Block upload of documents to other office 365 tenant

New Contributor

I wish to block upload of documents to Other Office 365 tenant on a managed device?


Can this be achieved using MCAS

15 Replies
Is it a specific M365 tenant you want to block uploads to, or any/all other tenants? And do you want to block uploads to other M365 tenants but allow uploads to other services, or block all uploads?

We want to block upload to all other office 365 instance apart from the one we own.

Hi @krishnasembee 


Do you mean sharing documents with other tenants? because upload means they already have access to those tenants as guests maybe and the other tenants should take the action from their sides not yours.


If you're talking about sharing files with another domains/tenant, as i know you can get prevent that using a File Policy in MCAS


Also you can use entire organization instead of Any Any from domain.



I think the issue with that file policy is that you have to specify the domain you’re wanting to block. That would not be possible if you’re wanting to block a domain that’s M365 registered.

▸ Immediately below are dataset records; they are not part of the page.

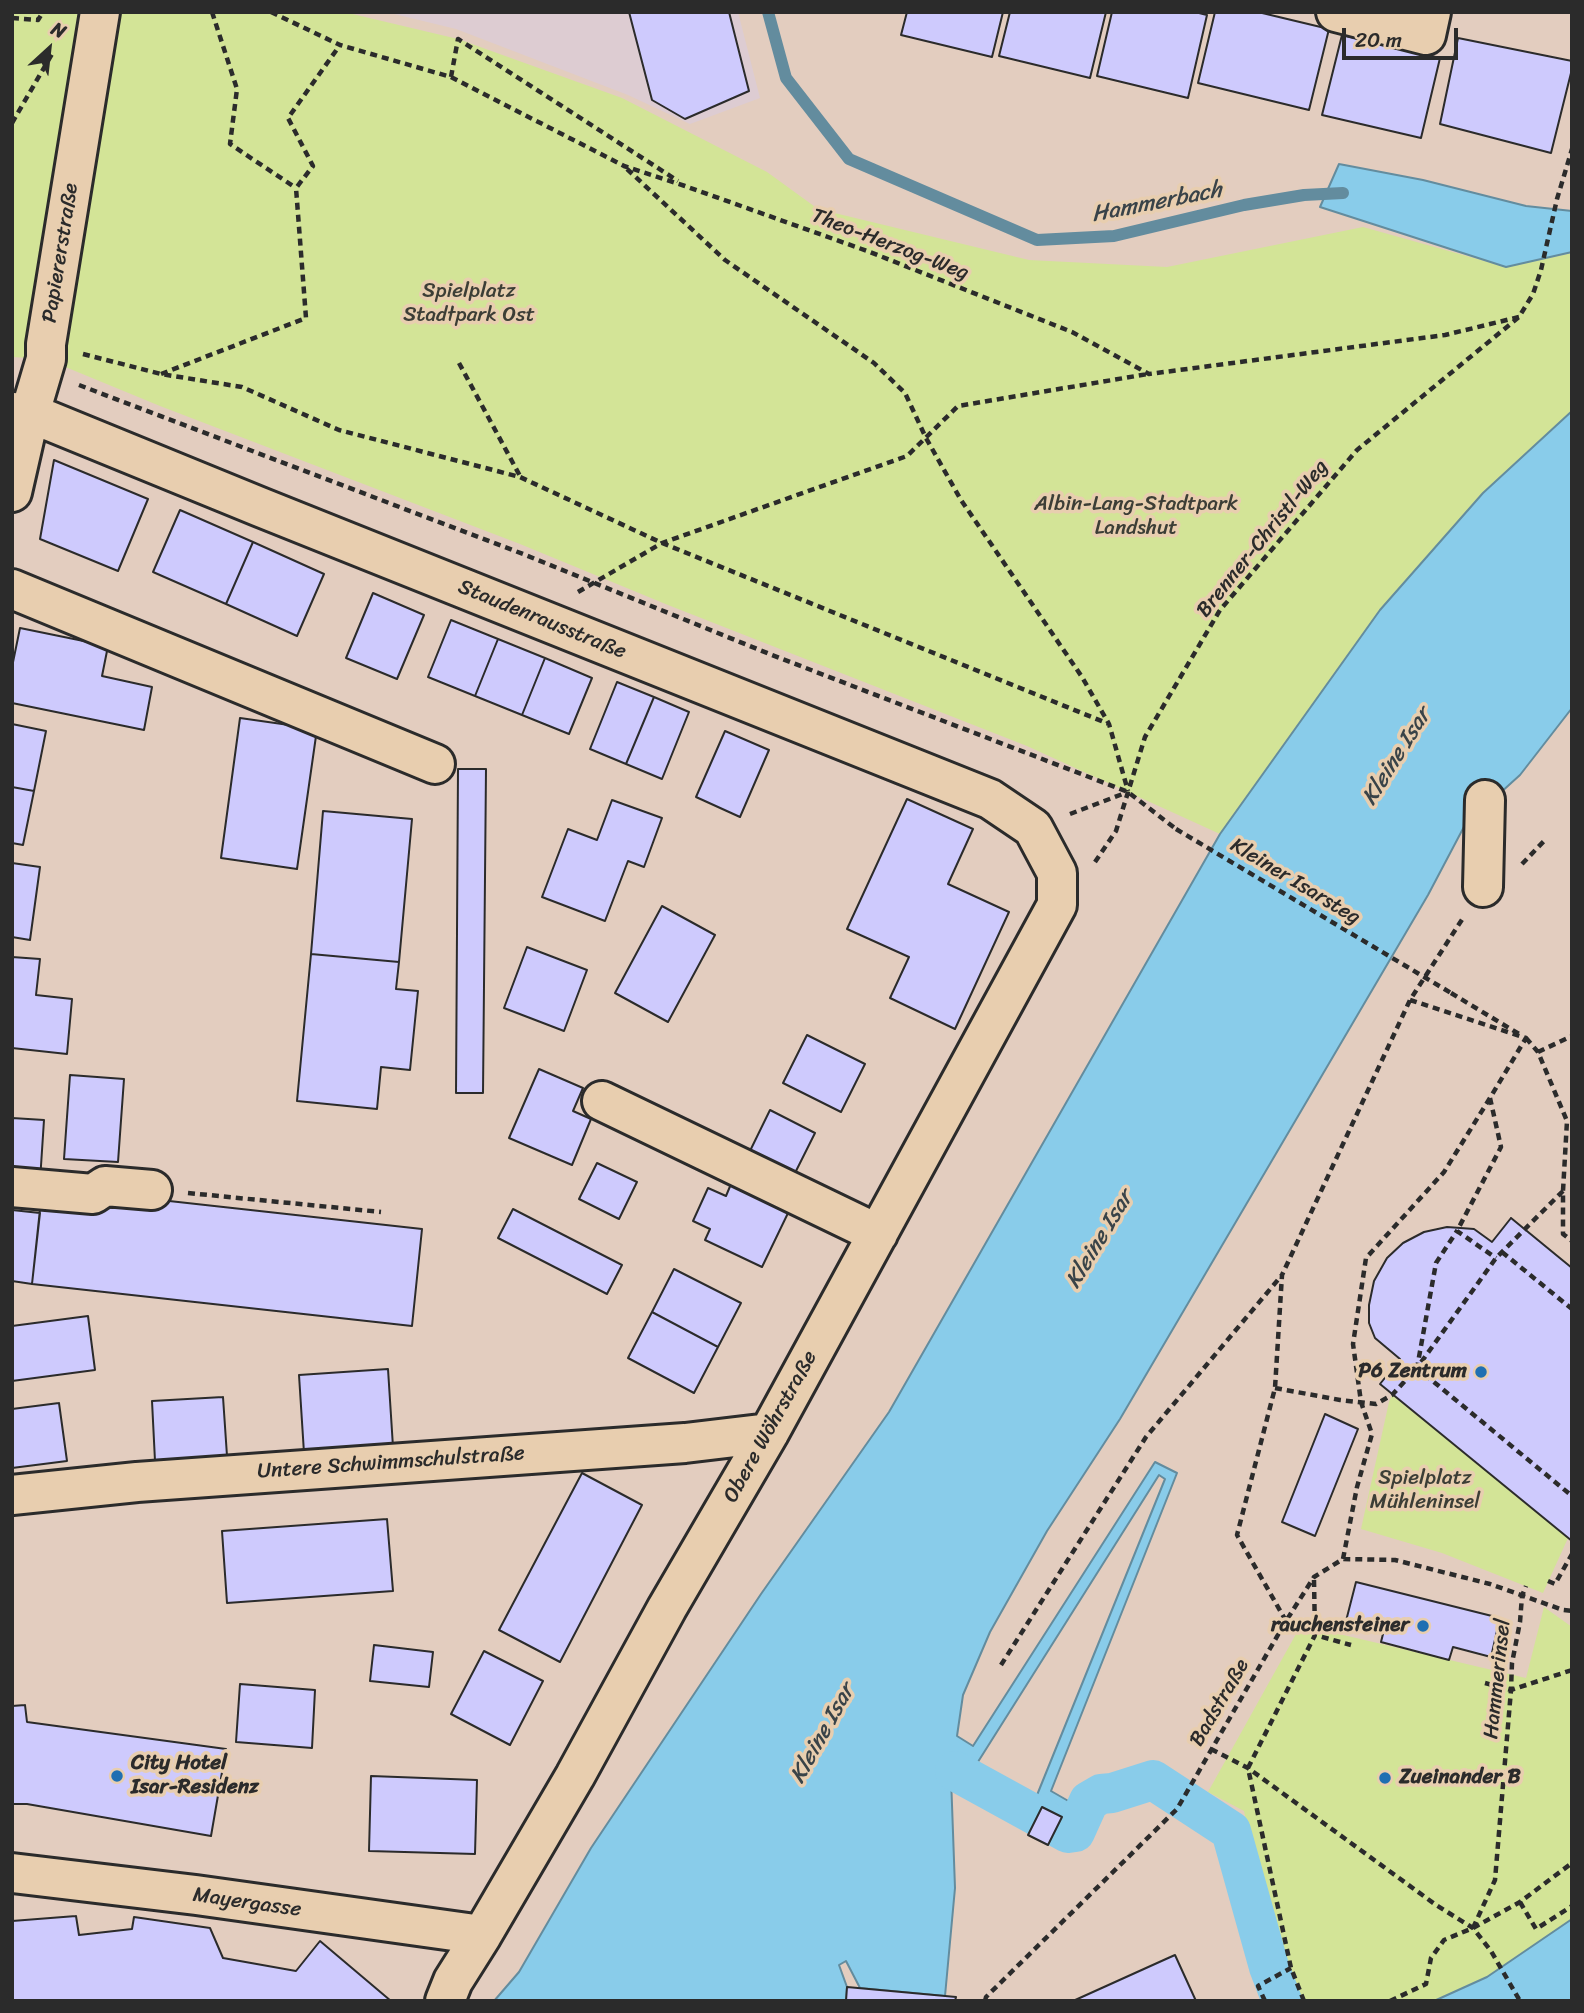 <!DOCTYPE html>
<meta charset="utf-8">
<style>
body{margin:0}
#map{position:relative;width:1584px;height:2013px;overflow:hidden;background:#e3cdbf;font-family:Sriracha,sans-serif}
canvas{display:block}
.frame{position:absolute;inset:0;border:14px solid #2b2b2b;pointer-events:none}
.north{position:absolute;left:14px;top:14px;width:70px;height:70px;-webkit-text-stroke:5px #e8ceaf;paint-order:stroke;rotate:27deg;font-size:19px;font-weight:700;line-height:28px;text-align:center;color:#2b2b2b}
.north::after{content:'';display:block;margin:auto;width:24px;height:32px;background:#2b2b2b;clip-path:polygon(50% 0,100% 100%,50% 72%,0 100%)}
.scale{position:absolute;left:1342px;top:28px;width:116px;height:32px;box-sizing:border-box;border:4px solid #2b2b2b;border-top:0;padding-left:9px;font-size:21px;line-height:24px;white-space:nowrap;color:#2b2b2b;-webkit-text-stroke:5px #e8ceaf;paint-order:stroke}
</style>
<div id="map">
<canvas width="1584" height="2013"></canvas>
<div class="frame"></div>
<div class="north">N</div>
<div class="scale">20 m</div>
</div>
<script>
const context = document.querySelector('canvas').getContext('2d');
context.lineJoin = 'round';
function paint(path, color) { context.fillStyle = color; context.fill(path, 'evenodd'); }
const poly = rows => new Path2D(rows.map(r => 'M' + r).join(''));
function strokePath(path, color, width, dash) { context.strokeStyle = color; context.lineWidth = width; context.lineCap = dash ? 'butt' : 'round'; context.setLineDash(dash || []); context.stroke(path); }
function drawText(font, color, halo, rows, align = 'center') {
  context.font = font + ' Sriracha,sans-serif'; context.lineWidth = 7; context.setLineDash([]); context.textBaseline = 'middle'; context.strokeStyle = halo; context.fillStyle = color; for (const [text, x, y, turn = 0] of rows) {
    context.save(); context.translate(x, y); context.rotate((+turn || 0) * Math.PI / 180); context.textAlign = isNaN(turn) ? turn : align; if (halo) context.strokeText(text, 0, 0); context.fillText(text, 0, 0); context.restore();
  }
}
const built = poly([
 [386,12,738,12,760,98,690,124,628,95,456,29],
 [965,1768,1062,1817,1048,1845,1028,1835,1034,1822,951,1777,955,1771]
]);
const green = poly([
 [12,12,344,12,458,39,622,98,767,172,818,209,1029,260,1167,267,1363,227,1506,267,1572,253,1572,411,1483,493,1380,610,1220,834,1027,746,668,605,520,544,160,406,46,359,12,357],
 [1392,1395,1568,1538,1543,1593,1442,1553,1361,1529,1389,1402],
 [1544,1607,1572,1627,1572,1919,1487,1977,1434,2001,1294,2001,1277,1963,1244,1811,1208,1792,1301,1625,1526,1678]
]);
const water = poly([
 [1339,164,1423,180,1526,206,1572,211,1572,252,1506,267,1320,207,1339,164],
 [1572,411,1572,708,1520,775,1499,794,1476,804,1428,895,1120,1419,1047,1531,990,1632,963,1695,957,1736,973,1746,1155,1462,1177,1473,1051,1791,1084,1810,1079,1823,1035,1800,1165,1479,1159,1475,976,1765,964,1759,965,1768,956,1771,951,1777,955,1888,945,1996,860,1988,846,1961,839,1965,847,1987,846,2001,494,2001,519,1972,591,1848,761,1594,889,1412,1220,834,1380,610,1483,493,1572,411],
 [1572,1919,1572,2001,1434,2001,1487,1977,1572,1919]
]);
const stream = poly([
 [768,12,786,78,849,159,1037,240,1114,236,1244,205,1304,195,1343,193]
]);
const canal = poly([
 [955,1771,1068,1833,1075,1832,1089,1801,1101,1794,1112,1793,1153,1780,1231,1831,1269,1967,1282,2001]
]);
const building = poly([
 [629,12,729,12,749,91,685,119,652,100,629,12],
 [907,12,1003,12,992,57,901,35,907,12],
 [1010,12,1106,12,1090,78,999,56,1010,12],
 [1112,12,1195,12,1207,15,1188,98,1097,76,1112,12],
 [1215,12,1258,12,1329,29,1309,110,1198,83,1215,12],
 [1342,35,1440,58,1421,138,1322,115,1342,35],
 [1458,38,1572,61,1572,69,1551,153,1440,124,1458,38],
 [54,460,148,499,118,571,40,539,54,460],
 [180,510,253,542,226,604,153,572,180,510],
 [253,542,324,574,297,636,226,604,253,542],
 [373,593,424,615,397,679,346,658,373,593],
 [451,620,498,639,475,696,428,677,451,620],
 [20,628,108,646,102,676,152,687,144,730,12,703,12,667,20,628],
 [498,639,545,658,522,715,475,696,498,639],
 [545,658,592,678,569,734,522,715,545,658],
 [617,682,654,697,626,764,590,749,617,682],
 [654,697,689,712,662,779,626,764,654,697],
 [240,718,317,729,297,869,221,858,240,718],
 [12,724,46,731,34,791,12,787,12,724],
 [725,731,769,750,740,817,696,797,725,731],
 [458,769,486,769,483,1093,456,1093,458,769],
 [12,787,34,791,23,845,12,843,12,787],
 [907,799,973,829,948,884,1009,912,955,1029,890,998,909,957,847,929,907,799],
 [612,800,662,818,644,867,628,861,605,921,542,897,568,829,597,840,612,800],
 [323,811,412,819,399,962,311,954,323,811],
 [12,863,40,867,30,940,12,937,12,863],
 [662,906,715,935,668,1022,615,993,662,906],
 [527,947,587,970,564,1031,504,1008,527,947],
 [311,954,399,962,396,989,418,991,410,1070,381,1067,377,1109,297,1101,311,954],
 [12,957,40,959,36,995,72,999,67,1054,12,1048,12,957],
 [807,1035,865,1064,841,1112,783,1083,807,1035],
 [539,1069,583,1088,573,1111,591,1119,572,1165,509,1138,539,1069],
 [70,1075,124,1079,118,1162,64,1159,70,1075],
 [770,1110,815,1133,793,1177,748,1155,770,1110],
 [12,1118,44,1120,40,1181,12,1178,12,1118],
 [597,1163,637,1182,619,1219,579,1199,597,1163],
 [731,1184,789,1211,762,1267,705,1240,710,1229,693,1221,708,1188,726,1196,731,1184],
 [115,1195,422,1229,412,1326,32,1284,41,1200,113,1208,115,1195],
 [513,1209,622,1265,607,1294,498,1238,513,1209],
 [12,1210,40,1213,32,1284,12,1281,12,1210],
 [1511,1218,1572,1268,1572,1541,1380,1384,1400,1359,1375,1338,1369,1323,1369,1305,1374,1281,1387,1258,1403,1243,1424,1232,1447,1227,1474,1229,1492,1242,1511,1218],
 [674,1269,741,1303,718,1347,652,1312,674,1269],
 [652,1312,718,1347,694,1393,628,1358,652,1312],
 [88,1316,95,1370,12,1381,12,1326,88,1316],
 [388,1369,393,1447,304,1453,299,1375,388,1369],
 [223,1397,227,1456,155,1461,152,1401,223,1397],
 [59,1403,67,1461,12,1468,12,1409,59,1403],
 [1325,1414,1358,1429,1315,1536,1282,1522,1325,1414],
 [582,1473,642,1505,560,1662,499,1630,582,1473],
 [387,1519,393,1591,227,1603,222,1531,387,1519],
 [1356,1582,1500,1618,1491,1657,1453,1647,1449,1660,1381,1642,1384,1630,1346,1621,1356,1582],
 [374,1645,433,1652,429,1687,370,1681,374,1645],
 [484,1651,543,1681,510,1745,451,1714,484,1651],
 [240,1684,315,1690,312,1748,236,1742,240,1684],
 [25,1705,27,1722,226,1749,211,1836,27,1804,12,1804,12,1706,25,1705],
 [371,1776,477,1780,475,1854,369,1851,371,1776],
 [1042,1807,1062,1817,1048,1845,1028,1835,1042,1807],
 [76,1916,79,1935,132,1929,134,1917,210,1928,223,1958,296,1971,320,1941,391,2001,12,2001,12,1921,76,1916],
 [1175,1955,1196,2001,1073,2001,1166,1959,1175,1955],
 [847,1987,956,1997,955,2001,846,2001,847,1987]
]);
const path = poly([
 [212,12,237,89,230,144,296,188],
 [271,12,340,45,451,77,624,166,685,186,870,252,1072,332,1149,374,1445,335,1519,317],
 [12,18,38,20,43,12],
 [451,77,458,39,678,181],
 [12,123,52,54],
 [627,169,725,260,874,363,905,393,926,438,961,500,1082,677,1109,724,1128,791],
 [83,354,161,374,242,387,339,430,520,477,662,543,1109,724],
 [459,363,520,476],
 [161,374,306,318,296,188,313,166,288,118,340,45],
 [79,385,523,554,772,655,1128,792,1176,829],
 [578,592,662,543,907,456,958,406,1148,374],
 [1070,814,1128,792],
 [1095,862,1116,831,1145,737,1220,610,1357,450,1519,317,1533,294,1541,270,1557,199,1572,149],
 [1522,864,1544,841],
 [1451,993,1519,1034],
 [1410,1000,1526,1038,1490,1098,1501,1147,1457,1231,1496,1258],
 [1526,1038,1538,1052,1567,1121,1563,1191,1563,1234,1572,1241],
 [1538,1052,1572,1036],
 [1563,1191,1496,1258,1417,1368,1572,1496],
 [188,1193,381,1212],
 [1502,1252,1572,1309],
 [1275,1388,1340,1400,1376,1404,1392,1395,1417,1368,1436,1263,1457,1231],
 [1343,1559,1357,1487,1372,1434,1361,1402,1353,1344,1366,1258,1444,1172,1490,1098],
 [1314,1580,1315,1635],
 [1548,1581,1555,1584,1572,1554],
 [1286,1621,1237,1535,1275,1388,1282,1275,1410,1000,1463,918],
 [1001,1665,1146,1437,1282,1275],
 [1485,1683,1511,1690,1572,1670],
 [1211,1749,1248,1768,1436,1905,1473,1928,1491,1951,1520,2001],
 [1520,1902,1536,1929,1572,1906],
 [1473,1928,1495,1880,1511,1690,1512,1663,1520,1622,1522,1596,1526,1586],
 [985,2001,986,1997,1177,1809,1286,1621,1314,1577,1343,1559,1395,1560,1490,1584,1563,1610,1572,1611],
 [1265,2001,1258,1986,1291,1968],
 [1304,2001,1291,1968,1248,1768,1315,1635,1351,1645],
 [1390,2001,1426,1984,1431,1958,1444,1940,1473,1928,1520,1902,1572,1863]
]);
const minor = poly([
 [1336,12,1426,35,1431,12],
 [12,412,30,413,260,507,990,799,1033,828,1057,873,1057,905,769,1433,667,1608,575,1776,482,1935,453,1981,445,2001],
 [12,492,30,413,46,359,46,344,100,12],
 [12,589,435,764],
 [1483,887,1485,800],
 [602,1101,878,1234],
 [12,1187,93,1194,105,1186,152,1190],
 [12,1495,137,1482,685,1443,769,1433],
 [12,1873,196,1895,482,1935]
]);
const pathBridge = poly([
 [1176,829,1451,993]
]);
const markers = [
 [1481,1372,7,"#1f6fb2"],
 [1423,1626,7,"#1f6fb2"],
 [117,1776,7,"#1f6fb2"],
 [1385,1778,7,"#1f6fb2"]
];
const streetNames = [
 ["Theo-Herzog-Weg",890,245,21],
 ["Papiererstraße",61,253,-81],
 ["Brenner-Christl-Weg",1263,539,-51],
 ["Staudenrausstraße",542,620,22],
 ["Kleiner Isarsteg",1295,882,31],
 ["Obere Wöhrstraße",771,1427,-61],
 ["Untere Schwimmschulstraße",391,1463,-4],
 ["Hammerinsel",1498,1679,-84],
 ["Badstraße",1220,1703,-60],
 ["Mayergasse",247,1903,8]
];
const parkNames = [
 ["Spielplatz",469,292],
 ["Stadtpark Ost",469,316],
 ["Albin-Lang-Stadtpark",1136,505],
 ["Landshut",1136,529],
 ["Spielplatz",1425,1479],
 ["Mühleninsel",1425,1503]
];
const poiNames = [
 ["P6 Zentrum",1467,1372],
 ["rauchensteiner",1409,1626],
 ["City Hotel",131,1764,"left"],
 ["Isar-Residenz",131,1788,"left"],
 ["Zueinander B",1399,1778,"left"]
];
const waterNames = [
 ["Hammerbach",1157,203,-11],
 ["Kleine Isar",1397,757,-58],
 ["Kleine Isar",1100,1240,-59],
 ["Kleine Isar",823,1734,-61]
];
paint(built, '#ddccd2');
paint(green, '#d3e497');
paint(water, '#89ccea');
strokePath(water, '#638c9e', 2);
strokePath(stream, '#638c9e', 12);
strokePath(canal, '#89ccea', 40);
paint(building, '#cecafd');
strokePath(building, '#2b2b2b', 2);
strokePath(minor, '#2b2b2b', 44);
strokePath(path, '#2b2b2b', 4.5, [7, 5]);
strokePath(minor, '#e8ceaf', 38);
strokePath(pathBridge, '#2b2b2b', 4.5, [7, 5]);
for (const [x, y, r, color] of markers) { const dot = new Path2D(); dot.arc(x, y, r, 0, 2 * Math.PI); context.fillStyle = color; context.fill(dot); strokePath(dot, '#e8ceaf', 2.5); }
drawText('21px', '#2b2b2b', '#e8ceaf', streetNames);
drawText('21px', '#3c3e36', '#e8ceaf', parkNames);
drawText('bold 21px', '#2b2b2b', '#e8ceaf', poiNames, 'right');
drawText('italic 23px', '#394348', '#e8ceaf', waterNames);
</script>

My feeling is, the easiest solution would in fact be to encrypt data and have less focus on where the data is going.

You could also use a simple conditional access policy to block auth from unmanaged devices or only allow with from trusted locations. This means even a user in the source tenant can’t take the data away from a managed device and access it - their auth would be blocked by the conditional access policy.

Ultimately, there are a number of ways of preventing data being accessed outside the source tenant. I don’t believe blocking upload to “any M365 tenant” is a realistic option.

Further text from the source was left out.